== WHAT THIS TASK INVOLVES ==
Each line below must be printed again exactly.

== DATA PROVIDED ==
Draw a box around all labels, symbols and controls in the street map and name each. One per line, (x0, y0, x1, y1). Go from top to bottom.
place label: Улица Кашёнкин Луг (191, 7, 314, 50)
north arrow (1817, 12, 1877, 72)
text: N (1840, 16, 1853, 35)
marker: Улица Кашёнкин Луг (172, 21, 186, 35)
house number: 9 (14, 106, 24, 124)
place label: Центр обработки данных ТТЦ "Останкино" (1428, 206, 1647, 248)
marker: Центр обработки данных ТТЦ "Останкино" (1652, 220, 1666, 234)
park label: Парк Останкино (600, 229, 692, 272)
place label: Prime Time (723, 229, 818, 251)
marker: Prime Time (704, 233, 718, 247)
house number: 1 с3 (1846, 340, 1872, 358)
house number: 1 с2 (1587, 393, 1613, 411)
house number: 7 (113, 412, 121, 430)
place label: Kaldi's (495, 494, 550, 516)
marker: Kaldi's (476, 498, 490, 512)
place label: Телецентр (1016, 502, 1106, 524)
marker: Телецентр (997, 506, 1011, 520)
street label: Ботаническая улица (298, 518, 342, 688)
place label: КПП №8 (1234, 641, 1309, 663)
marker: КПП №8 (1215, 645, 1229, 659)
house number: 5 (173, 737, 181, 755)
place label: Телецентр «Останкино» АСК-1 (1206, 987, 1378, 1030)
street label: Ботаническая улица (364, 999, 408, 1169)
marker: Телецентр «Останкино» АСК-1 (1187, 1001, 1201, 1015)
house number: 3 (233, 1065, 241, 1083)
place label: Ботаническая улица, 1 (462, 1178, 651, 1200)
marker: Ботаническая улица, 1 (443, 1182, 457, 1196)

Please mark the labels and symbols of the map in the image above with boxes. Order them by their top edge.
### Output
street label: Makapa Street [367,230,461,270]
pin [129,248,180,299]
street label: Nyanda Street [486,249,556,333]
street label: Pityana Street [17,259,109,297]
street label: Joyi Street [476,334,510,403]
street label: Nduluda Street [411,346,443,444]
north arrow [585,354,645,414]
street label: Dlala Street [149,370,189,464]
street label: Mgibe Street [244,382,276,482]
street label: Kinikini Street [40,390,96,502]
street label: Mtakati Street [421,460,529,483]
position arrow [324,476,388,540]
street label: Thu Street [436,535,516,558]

== EXPECTED OUTPUT ==
Draw a box around all labels, symbols and controls in the street map and name each. One per line, (x0, y0, x1, y1). Go from top to bottom.
place label: Улица Кашёнкин Луг (191, 7, 314, 50)
north arrow (1817, 12, 1877, 72)
text: N (1840, 16, 1853, 35)
marker: Улица Кашёнкин Луг (172, 21, 186, 35)
house number: 9 (14, 106, 24, 124)
place label: Центр обработки данных ТТЦ "Останкино" (1428, 206, 1647, 248)
marker: Центр обработки данных ТТЦ "Останкино" (1652, 220, 1666, 234)
park label: Парк Останкино (600, 229, 692, 272)
place label: Prime Time (723, 229, 818, 251)
marker: Prime Time (704, 233, 718, 247)
house number: 1 с3 (1846, 340, 1872, 358)
house number: 1 с2 (1587, 393, 1613, 411)
house number: 7 (113, 412, 121, 430)
place label: Kaldi's (495, 494, 550, 516)
marker: Kaldi's (476, 498, 490, 512)
place label: Телецентр (1016, 502, 1106, 524)
marker: Телецентр (997, 506, 1011, 520)
street label: Ботаническая улица (298, 518, 342, 688)
place label: КПП №8 (1234, 641, 1309, 663)
marker: КПП №8 (1215, 645, 1229, 659)
house number: 5 (173, 737, 181, 755)
place label: Телецентр «Останкино» АСК-1 (1206, 987, 1378, 1030)
street label: Ботаническая улица (364, 999, 408, 1169)
marker: Телецентр «Останкино» АСК-1 (1187, 1001, 1201, 1015)
house number: 3 (233, 1065, 241, 1083)
place label: Ботаническая улица, 1 (462, 1178, 651, 1200)
marker: Ботаническая улица, 1 (443, 1182, 457, 1196)

Please mark the labels and symbols of the map in the image above with boxes. Order them by their top edge.
### Output
street label: Makapa Street [367,230,461,270]
pin [129,248,180,299]
street label: Nyanda Street [486,249,556,333]
street label: Pityana Street [17,259,109,297]
street label: Joyi Street [476,334,510,403]
street label: Nduluda Street [411,346,443,444]
north arrow [585,354,645,414]
street label: Dlala Street [149,370,189,464]
street label: Mgibe Street [244,382,276,482]
street label: Kinikini Street [40,390,96,502]
street label: Mtakati Street [421,460,529,483]
position arrow [324,476,388,540]
street label: Thu Street [436,535,516,558]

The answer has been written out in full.